Problem details — Where the line containing "For a GIS import: Give" appears, end your copy; everything from the first line of the records below up to and including it must be reproduced exactly.

Records to process Start Marker

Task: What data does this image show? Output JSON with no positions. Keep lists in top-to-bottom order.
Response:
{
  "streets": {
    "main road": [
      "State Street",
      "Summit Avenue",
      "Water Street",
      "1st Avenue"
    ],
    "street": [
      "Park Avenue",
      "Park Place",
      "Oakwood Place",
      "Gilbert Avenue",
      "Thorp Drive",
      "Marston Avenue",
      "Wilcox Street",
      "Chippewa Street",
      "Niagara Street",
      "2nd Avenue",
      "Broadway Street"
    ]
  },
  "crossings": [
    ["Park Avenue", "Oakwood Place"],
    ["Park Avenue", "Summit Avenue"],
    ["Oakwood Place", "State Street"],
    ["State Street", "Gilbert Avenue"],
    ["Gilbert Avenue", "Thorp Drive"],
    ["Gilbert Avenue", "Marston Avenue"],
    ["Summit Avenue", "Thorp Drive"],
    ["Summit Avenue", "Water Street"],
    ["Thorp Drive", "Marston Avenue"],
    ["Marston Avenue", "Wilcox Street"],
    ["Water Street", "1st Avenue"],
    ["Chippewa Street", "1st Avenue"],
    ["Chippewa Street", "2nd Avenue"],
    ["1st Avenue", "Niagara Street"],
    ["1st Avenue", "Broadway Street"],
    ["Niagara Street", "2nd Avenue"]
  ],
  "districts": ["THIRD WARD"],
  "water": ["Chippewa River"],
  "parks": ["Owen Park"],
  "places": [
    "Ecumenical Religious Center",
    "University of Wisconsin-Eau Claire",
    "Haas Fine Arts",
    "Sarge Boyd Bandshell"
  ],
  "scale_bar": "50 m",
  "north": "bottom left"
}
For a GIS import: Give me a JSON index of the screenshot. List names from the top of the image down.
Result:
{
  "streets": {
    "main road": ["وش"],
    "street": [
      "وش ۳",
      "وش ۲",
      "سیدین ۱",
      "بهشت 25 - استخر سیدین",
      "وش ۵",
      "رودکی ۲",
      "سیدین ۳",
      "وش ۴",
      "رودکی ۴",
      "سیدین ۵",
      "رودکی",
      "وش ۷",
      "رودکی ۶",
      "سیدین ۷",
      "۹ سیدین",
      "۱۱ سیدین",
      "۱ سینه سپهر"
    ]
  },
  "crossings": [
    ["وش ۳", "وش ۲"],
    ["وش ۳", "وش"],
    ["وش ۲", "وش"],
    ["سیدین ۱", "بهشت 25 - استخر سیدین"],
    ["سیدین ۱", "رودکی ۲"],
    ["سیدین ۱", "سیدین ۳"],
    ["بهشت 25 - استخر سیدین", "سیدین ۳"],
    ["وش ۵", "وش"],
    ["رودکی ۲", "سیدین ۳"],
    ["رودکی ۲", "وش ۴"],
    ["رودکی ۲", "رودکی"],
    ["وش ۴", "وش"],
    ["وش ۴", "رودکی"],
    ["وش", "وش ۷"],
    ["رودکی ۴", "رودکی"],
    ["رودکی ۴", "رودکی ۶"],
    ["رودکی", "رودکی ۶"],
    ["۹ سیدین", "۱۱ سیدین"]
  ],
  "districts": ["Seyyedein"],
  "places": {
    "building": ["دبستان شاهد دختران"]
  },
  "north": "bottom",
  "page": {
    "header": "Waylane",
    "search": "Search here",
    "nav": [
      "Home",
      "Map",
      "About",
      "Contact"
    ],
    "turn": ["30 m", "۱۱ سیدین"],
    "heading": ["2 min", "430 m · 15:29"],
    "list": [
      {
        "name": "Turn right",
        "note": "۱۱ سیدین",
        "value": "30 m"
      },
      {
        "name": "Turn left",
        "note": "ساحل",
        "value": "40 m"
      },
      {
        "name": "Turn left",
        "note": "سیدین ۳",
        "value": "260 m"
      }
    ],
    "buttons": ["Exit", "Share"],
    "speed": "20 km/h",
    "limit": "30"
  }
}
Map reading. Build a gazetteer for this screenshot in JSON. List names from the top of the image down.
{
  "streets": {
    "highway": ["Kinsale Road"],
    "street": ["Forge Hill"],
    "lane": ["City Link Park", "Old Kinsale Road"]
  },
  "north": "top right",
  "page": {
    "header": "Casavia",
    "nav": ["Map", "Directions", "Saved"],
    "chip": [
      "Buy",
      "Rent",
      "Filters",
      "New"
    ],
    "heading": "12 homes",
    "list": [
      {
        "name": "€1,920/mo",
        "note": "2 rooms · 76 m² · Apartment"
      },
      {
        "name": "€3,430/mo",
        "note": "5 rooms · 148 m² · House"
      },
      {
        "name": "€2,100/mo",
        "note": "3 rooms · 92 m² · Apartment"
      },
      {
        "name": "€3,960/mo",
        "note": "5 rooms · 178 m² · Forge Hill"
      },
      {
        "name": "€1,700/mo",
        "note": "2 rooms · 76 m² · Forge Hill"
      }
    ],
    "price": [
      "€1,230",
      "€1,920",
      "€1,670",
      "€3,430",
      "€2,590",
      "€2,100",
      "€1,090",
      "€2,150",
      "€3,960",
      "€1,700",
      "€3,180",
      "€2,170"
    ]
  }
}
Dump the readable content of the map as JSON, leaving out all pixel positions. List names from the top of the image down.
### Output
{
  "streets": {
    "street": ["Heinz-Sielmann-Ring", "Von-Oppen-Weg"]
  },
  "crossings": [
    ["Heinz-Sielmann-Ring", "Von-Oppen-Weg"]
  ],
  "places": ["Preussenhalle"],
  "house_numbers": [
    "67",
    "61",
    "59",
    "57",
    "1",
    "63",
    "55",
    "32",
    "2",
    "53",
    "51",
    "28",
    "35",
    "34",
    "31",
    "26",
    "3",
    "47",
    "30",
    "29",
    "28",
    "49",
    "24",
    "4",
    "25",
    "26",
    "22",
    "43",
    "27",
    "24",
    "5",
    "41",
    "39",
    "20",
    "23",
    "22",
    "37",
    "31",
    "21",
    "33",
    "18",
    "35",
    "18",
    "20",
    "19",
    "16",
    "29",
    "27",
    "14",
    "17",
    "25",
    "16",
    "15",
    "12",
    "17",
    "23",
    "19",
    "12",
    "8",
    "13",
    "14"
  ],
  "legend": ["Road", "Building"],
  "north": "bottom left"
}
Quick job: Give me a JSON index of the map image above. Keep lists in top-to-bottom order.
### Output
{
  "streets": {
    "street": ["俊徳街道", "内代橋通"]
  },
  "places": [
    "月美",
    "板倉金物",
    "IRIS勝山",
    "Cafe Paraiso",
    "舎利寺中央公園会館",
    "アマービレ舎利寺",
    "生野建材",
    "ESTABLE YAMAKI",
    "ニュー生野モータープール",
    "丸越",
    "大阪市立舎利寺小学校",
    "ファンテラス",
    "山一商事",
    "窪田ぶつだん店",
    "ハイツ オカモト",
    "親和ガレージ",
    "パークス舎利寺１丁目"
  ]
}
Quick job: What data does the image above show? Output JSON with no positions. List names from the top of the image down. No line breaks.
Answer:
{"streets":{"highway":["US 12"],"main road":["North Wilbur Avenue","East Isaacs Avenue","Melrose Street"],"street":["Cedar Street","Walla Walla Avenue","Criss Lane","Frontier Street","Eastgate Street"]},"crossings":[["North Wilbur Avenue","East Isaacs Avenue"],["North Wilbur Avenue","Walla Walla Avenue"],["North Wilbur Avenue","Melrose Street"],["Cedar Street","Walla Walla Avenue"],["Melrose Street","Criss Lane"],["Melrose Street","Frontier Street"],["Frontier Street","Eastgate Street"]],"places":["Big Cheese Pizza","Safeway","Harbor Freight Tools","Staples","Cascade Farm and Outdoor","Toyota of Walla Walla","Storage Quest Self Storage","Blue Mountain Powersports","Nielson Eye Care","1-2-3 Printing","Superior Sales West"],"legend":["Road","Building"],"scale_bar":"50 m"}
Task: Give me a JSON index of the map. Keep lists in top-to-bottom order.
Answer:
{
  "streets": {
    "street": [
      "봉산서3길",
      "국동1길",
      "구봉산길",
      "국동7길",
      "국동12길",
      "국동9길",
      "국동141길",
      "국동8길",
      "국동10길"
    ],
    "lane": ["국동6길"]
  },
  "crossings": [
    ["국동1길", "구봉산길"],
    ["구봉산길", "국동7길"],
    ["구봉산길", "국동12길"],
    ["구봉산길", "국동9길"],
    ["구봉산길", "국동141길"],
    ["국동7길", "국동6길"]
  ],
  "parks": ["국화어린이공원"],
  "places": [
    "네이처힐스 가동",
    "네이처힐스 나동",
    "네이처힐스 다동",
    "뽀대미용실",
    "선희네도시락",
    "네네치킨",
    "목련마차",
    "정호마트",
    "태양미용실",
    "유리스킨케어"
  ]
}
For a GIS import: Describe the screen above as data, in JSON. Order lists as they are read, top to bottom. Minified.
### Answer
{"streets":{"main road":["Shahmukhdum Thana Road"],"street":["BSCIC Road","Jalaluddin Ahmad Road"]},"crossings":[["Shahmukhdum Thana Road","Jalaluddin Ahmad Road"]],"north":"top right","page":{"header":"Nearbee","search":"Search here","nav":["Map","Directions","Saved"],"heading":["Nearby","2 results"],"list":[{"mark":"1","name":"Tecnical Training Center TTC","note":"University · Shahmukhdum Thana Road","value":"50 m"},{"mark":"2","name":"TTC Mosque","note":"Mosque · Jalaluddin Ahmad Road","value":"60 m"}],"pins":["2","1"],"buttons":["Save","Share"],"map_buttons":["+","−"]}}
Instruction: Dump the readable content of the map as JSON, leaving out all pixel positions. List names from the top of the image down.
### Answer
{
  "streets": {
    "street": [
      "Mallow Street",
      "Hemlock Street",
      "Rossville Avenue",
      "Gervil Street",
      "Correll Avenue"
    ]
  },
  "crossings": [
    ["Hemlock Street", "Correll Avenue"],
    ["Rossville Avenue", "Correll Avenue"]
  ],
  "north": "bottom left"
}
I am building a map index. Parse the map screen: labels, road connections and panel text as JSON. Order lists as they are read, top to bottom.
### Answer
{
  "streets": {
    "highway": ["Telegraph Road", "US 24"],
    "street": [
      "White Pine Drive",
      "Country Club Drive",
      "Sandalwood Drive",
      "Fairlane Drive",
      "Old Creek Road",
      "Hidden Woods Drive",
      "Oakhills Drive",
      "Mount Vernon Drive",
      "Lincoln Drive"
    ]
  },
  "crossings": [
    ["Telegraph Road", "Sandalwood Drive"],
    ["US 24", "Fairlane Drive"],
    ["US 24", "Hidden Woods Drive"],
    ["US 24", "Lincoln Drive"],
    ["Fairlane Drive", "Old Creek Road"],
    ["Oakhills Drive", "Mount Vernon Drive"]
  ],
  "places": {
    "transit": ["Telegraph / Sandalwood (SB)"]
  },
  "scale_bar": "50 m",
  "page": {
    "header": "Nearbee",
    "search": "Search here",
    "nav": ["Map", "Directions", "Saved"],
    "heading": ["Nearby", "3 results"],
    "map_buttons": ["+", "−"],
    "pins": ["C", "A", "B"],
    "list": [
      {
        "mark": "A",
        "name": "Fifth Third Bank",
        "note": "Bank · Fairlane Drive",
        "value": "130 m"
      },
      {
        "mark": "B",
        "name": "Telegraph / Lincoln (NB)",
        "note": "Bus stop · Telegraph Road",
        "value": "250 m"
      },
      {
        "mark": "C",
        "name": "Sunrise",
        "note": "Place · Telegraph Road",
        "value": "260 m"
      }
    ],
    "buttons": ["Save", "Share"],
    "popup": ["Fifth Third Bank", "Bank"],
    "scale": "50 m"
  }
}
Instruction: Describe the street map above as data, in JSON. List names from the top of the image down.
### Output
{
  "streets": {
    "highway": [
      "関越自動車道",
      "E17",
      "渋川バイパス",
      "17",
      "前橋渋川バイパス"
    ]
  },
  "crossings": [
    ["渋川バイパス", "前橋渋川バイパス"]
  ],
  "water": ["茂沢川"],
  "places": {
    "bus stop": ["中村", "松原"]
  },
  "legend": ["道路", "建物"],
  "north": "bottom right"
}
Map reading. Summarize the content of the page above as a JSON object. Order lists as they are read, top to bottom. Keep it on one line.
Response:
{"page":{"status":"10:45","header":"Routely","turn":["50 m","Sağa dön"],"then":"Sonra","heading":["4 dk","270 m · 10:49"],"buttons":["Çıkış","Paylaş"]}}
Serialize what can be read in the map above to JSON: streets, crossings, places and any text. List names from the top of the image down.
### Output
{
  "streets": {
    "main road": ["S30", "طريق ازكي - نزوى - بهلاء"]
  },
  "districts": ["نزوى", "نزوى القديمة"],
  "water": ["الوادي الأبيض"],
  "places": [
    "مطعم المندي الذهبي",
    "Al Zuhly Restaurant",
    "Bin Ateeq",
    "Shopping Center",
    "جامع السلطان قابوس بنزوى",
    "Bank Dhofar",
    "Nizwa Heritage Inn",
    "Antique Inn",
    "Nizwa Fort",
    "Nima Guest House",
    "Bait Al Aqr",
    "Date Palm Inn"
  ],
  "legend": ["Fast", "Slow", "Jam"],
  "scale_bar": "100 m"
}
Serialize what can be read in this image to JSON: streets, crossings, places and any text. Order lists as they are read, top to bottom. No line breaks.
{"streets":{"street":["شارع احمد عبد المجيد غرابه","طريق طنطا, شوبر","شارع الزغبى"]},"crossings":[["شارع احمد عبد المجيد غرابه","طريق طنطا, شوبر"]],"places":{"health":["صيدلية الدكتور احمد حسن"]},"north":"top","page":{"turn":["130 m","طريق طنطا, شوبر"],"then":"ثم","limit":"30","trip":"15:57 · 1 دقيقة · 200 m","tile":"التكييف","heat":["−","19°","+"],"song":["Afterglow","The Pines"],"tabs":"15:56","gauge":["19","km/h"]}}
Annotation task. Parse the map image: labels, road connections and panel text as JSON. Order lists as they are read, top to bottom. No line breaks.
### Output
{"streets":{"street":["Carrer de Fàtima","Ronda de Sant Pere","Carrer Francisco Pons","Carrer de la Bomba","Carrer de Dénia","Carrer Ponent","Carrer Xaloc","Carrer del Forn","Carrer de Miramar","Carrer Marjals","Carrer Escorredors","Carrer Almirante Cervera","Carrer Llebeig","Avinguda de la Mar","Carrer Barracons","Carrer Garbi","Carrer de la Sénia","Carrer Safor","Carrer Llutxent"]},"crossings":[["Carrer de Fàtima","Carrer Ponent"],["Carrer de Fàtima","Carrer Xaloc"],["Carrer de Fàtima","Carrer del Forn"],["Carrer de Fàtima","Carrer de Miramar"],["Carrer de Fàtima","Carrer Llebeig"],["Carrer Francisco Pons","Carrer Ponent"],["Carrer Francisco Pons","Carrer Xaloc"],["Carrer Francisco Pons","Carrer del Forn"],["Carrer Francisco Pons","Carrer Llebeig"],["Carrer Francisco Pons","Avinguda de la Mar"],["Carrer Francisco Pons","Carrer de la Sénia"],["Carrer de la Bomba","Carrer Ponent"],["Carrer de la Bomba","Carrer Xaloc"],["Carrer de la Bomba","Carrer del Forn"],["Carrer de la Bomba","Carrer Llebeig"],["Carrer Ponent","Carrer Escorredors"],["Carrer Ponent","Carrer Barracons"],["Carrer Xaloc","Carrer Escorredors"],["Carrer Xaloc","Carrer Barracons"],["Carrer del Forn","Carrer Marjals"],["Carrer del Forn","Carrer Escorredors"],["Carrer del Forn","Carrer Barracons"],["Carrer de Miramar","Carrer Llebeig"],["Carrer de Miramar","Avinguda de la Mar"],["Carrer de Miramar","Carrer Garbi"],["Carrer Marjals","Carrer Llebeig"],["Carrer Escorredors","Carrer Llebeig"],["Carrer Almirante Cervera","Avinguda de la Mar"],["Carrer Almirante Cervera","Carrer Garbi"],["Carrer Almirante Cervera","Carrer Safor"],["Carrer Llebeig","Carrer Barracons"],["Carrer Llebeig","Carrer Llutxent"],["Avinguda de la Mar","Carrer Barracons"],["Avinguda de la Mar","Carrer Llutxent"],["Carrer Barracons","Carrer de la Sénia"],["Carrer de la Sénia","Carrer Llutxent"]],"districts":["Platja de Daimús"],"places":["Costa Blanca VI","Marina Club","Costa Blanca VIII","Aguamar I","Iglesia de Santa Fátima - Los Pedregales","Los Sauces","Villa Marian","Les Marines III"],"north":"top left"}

Records to process End Marker

Response area —
Task: What data does this image show? Output JSON with no positions. Keep lists in top-to-bottom order.
Response:
{
  "streets": {
    "main road": [
      "State Street",
      "Summit Avenue",
      "Water Street",
      "1st Avenue"
    ],
    "street": [
      "Park Avenue",
      "Park Place",
      "Oakwood Place",
      "Gilbert Avenue",
      "Thorp Drive",
      "Marston Avenue",
      "Wilcox Street",
      "Chippewa Street",
      "Niagara Street",
      "2nd Avenue",
      "Broadway Street"
    ]
  },
  "crossings": [
    ["Park Avenue", "Oakwood Place"],
    ["Park Avenue", "Summit Avenue"],
    ["Oakwood Place", "State Street"],
    ["State Street", "Gilbert Avenue"],
    ["Gilbert Avenue", "Thorp Drive"],
    ["Gilbert Avenue", "Marston Avenue"],
    ["Summit Avenue", "Thorp Drive"],
    ["Summit Avenue", "Water Street"],
    ["Thorp Drive", "Marston Avenue"],
    ["Marston Avenue", "Wilcox Street"],
    ["Water Street", "1st Avenue"],
    ["Chippewa Street", "1st Avenue"],
    ["Chippewa Street", "2nd Avenue"],
    ["1st Avenue", "Niagara Street"],
    ["1st Avenue", "Broadway Street"],
    ["Niagara Street", "2nd Avenue"]
  ],
  "districts": ["THIRD WARD"],
  "water": ["Chippewa River"],
  "parks": ["Owen Park"],
  "places": [
    "Ecumenical Religious Center",
    "University of Wisconsin-Eau Claire",
    "Haas Fine Arts",
    "Sarge Boyd Bandshell"
  ],
  "scale_bar": "50 m",
  "north": "bottom left"
}
For a GIS import: Give me a JSON index of the screenshot. List names from the top of the image down.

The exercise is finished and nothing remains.